======== SUPPLIED DATA ========
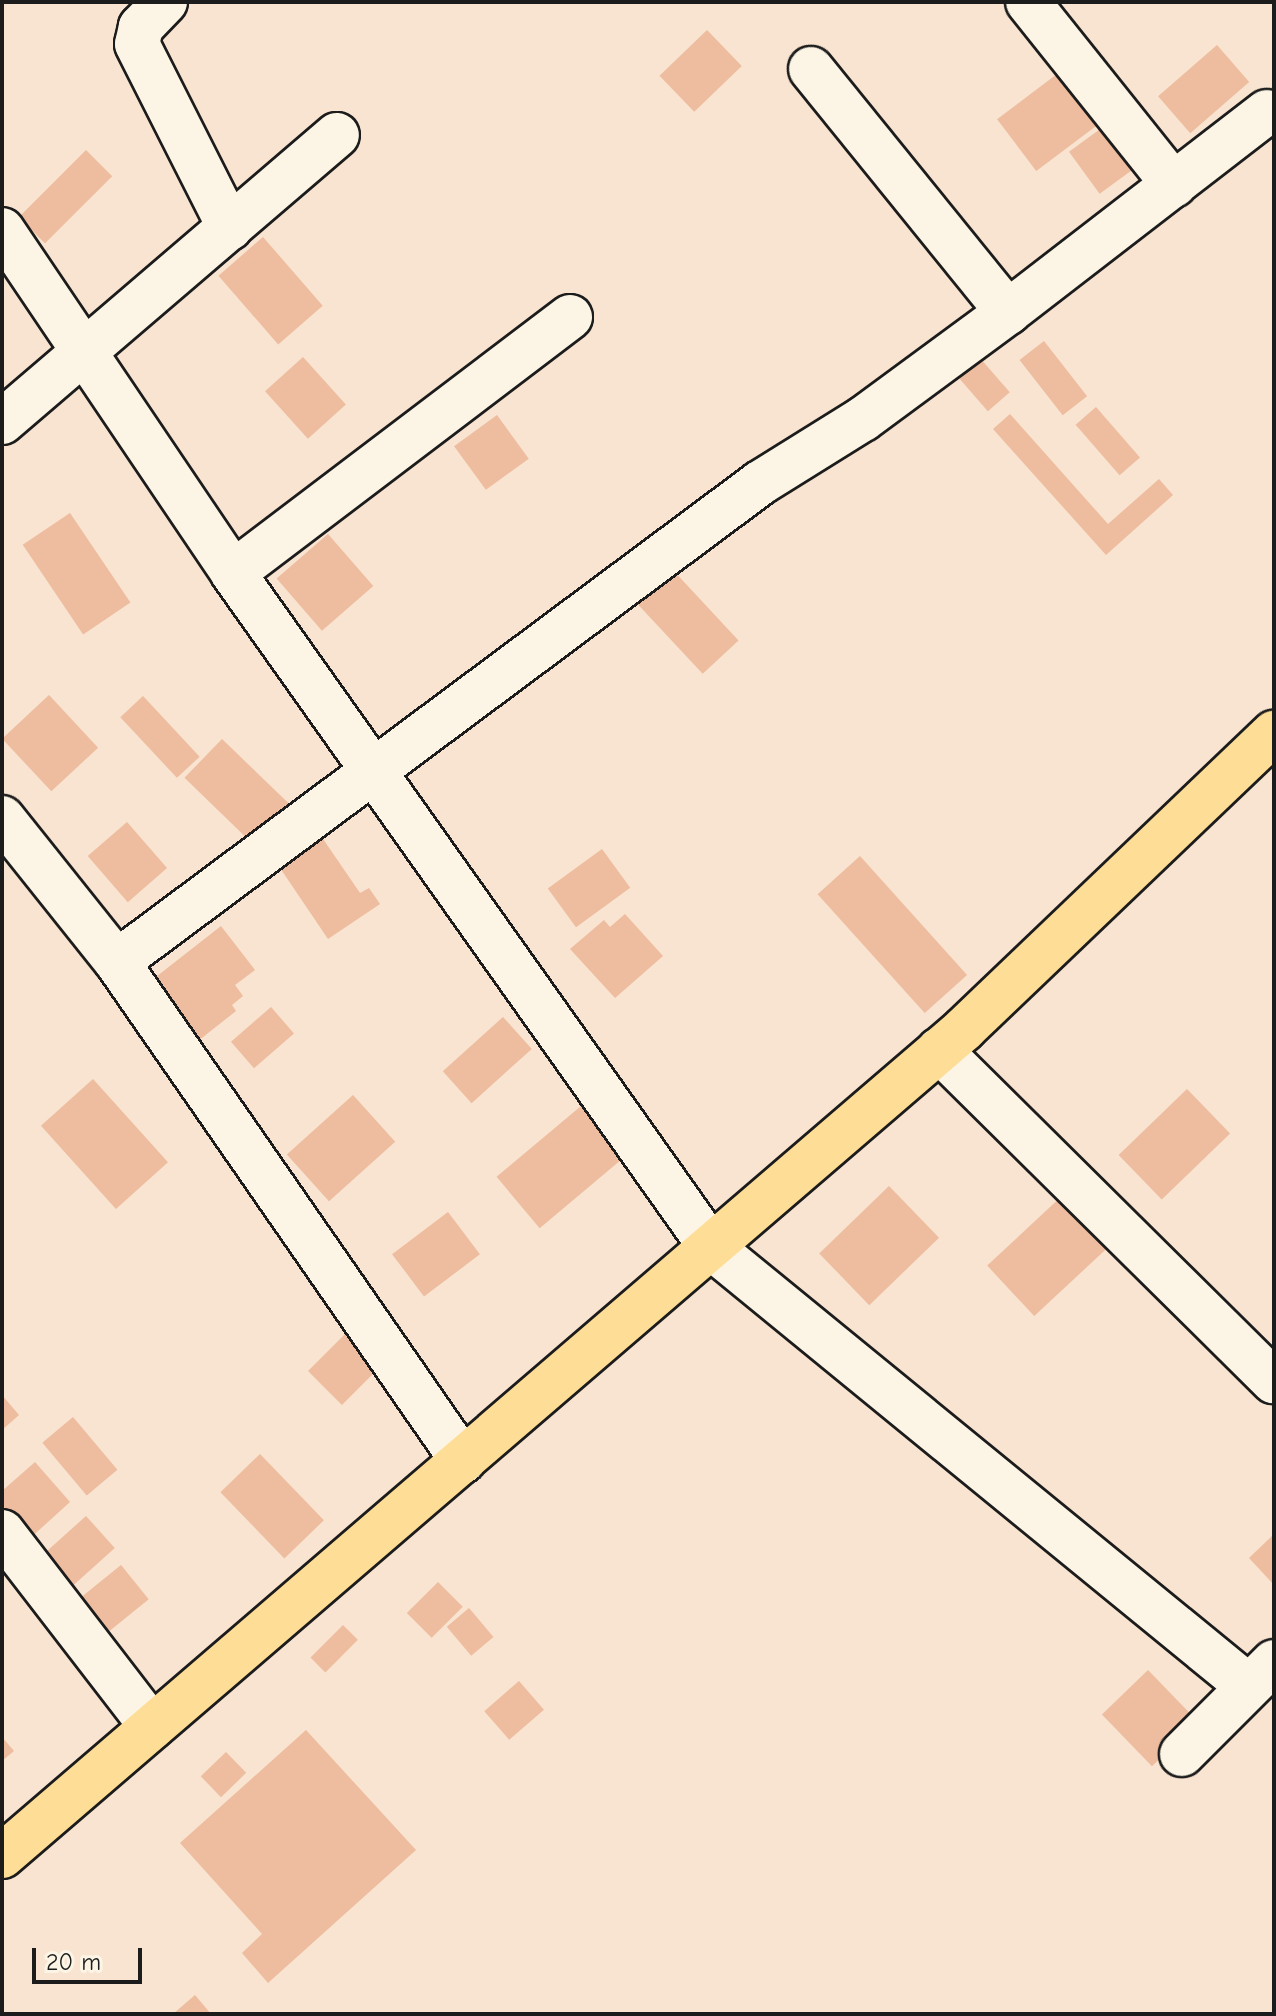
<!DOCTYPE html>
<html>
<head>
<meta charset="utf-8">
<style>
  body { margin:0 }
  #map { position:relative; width:1276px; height:2016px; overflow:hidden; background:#f8e4d0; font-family:"Comic Neue",sans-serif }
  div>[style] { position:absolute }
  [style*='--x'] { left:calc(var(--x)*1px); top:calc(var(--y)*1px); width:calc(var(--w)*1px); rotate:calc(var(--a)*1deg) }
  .building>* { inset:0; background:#eebc9e; transform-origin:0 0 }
  .roads { filter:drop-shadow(2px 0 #1c1c1c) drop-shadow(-2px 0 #1c1c1c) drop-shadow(0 2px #1c1c1c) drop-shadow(0 -2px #1c1c1c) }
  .minor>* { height:44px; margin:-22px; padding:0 22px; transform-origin:22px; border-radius:22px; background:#fcf5e5 }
  .major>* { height:44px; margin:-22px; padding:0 22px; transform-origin:22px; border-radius:22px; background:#fedd96 }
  span { translate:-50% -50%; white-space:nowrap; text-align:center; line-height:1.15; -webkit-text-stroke:8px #fcf5e5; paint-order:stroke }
  .frame { position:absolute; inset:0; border:4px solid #1c1c1c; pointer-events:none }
  .scale { position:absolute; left:32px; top:1948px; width:110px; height:36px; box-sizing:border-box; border:4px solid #1c1c1c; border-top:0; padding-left:10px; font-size:24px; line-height:28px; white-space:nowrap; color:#1c1c1c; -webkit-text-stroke:6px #fcf5e5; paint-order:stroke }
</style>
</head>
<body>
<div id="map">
  <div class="building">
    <i style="left:707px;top:30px;width:50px;height:66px;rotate:46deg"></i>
    <i style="left:1217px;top:45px;width:49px;height:78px;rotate:49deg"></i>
    <i style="left:1061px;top:71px;width:65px;height:80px;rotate:53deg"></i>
    <i style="left:1103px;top:127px;width:52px;height:42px;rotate:54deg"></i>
    <i style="left:86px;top:150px;width:37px;height:95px;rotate:45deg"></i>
    <i style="left:263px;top:237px;width:91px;height:59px;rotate:49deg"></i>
    <i style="left:1044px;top:341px;width:70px;height:31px;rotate:52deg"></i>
    <i style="left:973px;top:350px;width:56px;height:29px;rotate:49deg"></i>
    <i style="left:303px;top:357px;width:64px;height:51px;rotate:48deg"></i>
    <i style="left:1096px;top:407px;width:67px;height:27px;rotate:49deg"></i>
    <i style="clip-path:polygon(1010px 414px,1108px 524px,1159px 479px,1173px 495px,1106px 555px,993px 429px)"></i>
    <i style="left:497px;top:415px;width:54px;height:53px;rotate:54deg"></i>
    <i style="left:70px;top:513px;width:108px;height:57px;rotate:56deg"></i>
    <i style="left:328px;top:534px;width:69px;height:68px;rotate:49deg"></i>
    <i style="left:671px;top:568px;width:99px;height:49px;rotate:47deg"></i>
    <i style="left:49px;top:695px;width:72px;height:64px;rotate:47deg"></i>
    <i style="left:143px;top:696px;width:83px;height:31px;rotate:47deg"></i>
    <i style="left:222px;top:739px;width:107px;height:54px;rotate:44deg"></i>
    <i style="left:127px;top:822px;width:61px;height:52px;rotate:49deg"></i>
    <i style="clip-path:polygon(321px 836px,360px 893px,369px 888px,380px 904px,328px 939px,278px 865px)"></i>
    <i style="left:602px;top:849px;width:48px;height:67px;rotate:54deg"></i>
    <i style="left:860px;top:856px;width:160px;height:57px;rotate:48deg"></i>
    <i style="clip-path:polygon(625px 914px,663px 956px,615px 998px,570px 949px,604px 920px,610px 927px)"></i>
    <i style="clip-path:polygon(221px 926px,255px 970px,235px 985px,243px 996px,232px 1005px,236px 1011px,198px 1041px,152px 980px)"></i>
    <i style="left:271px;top:1007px;width:35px;height:53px;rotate:49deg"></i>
    <i style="left:503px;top:1017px;width:43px;height:81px;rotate:48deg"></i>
    <i style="left:93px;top:1079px;width:112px;height:70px;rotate:48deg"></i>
    <i style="left:1187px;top:1089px;width:62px;height:95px;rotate:46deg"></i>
    <i style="left:353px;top:1095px;width:63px;height:89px;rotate:48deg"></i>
    <i style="left:587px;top:1101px;width:67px;height:118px;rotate:50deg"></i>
    <i style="left:889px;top:1186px;width:72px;height:97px;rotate:46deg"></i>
    <i style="left:1064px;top:1194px;width:69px;height:105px;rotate:47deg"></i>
    <i style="left:448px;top:1212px;width:53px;height:70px;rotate:53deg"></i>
    <i style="left:349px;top:1330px;width:48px;height:58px;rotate:45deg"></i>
    <i style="clip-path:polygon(2px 1395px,19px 1415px,2px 1430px)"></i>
    <i style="left:73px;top:1417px;width:69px;height:40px;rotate:50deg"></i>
    <i style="left:260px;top:1454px;width:92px;height:55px;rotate:46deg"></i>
    <i style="clip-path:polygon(35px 1462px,70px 1502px,27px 1541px,2px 1513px,2px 1491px)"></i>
    <i style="left:86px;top:1516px;width:43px;height:58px;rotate:48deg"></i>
    <i style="clip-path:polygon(1274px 1534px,1274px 1585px,1249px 1558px)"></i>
    <i style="left:121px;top:1565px;width:44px;height:62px;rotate:51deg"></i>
    <i style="left:438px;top:1582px;width:35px;height:44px;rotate:45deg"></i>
    <i style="left:469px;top:1608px;width:38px;height:29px;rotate:50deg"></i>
    <i style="left:343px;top:1625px;width:21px;height:46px;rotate:45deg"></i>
    <i style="left:1148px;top:1670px;width:72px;height:64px;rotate:46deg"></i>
    <i style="left:519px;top:1681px;width:38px;height:46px;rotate:49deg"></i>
    <i style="clip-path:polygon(306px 1730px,416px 1850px,268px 1983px,242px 1953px,262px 1934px,180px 1843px)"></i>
    <i style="clip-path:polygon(2px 1737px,14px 1751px,2px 1761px)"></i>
    <i style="left:226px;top:1752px;width:29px;height:35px;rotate:46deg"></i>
    <i style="clip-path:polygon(195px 1995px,211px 2014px,173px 2014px)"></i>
  </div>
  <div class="roads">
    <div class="minor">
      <i style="--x:165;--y:2;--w:35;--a:134"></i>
      <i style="--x:141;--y:27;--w:17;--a:103"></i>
      <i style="--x:137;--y:44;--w:206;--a:63.2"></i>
      <i style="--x:1028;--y:2;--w:234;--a:51.4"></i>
      <i style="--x:811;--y:69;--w:313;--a:51"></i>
      <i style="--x:2;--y:230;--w:414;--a:56"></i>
      <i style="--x:570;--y:317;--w:423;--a:142.8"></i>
      <i style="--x:233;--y:573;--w:826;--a:54.66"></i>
      <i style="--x:711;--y:1247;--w:694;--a:39.27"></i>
      <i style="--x:2;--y:422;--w:441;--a:-40.6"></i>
      <i style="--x:2;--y:818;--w:184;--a:51.4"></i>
      <i style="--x:117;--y:962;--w:607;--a:55.26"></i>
      <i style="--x:117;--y:962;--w:802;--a:-36.68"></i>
      <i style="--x:760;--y:483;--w:121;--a:-31.9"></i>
      <i style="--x:863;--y:419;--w:180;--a:-36.4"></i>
      <i style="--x:1008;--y:312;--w:327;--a:-37.7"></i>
      <i style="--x:939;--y:1050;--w:471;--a:44.7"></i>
      <i style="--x:2;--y:1532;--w:246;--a:52.4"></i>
      <i style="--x:1182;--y:1754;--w:130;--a:-45"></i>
    </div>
    <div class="major">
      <i style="--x:2;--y:1856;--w:1269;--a:-40.68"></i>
      <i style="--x:964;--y:1029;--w:429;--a:-43.7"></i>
    </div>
  </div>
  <div class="frame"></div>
  <div class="scale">20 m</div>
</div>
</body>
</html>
========
(WORK REQUEST)
Only lines belong in the copy, not pictures: write out exactly the lines of the records from the first through the one holding "filter:drop-shadow(2px 0 #1c1c1c)".

(OUTPUT OF THE EXERCISE)
<!DOCTYPE html>
<html>
<head>
<meta charset="utf-8">
<style>
  body { margin:0 }
  #map { position:relative; width:1276px; height:2016px; overflow:hidden; background:#f8e4d0; font-family:"Comic Neue",sans-serif }
  div>[style] { position:absolute }
  [style*='--x'] { left:calc(var(--x)*1px); top:calc(var(--y)*1px); width:calc(var(--w)*1px); rotate:calc(var(--a)*1deg) }
  .building>* { inset:0; background:#eebc9e; transform-origin:0 0 }
  .roads { filter:drop-shadow(2px 0 #1c1c1c) drop-shadow(-2px 0 #1c1c1c) drop-shadow(0 2px #1c1c1c) drop-shadow(0 -2px #1c1c1c) }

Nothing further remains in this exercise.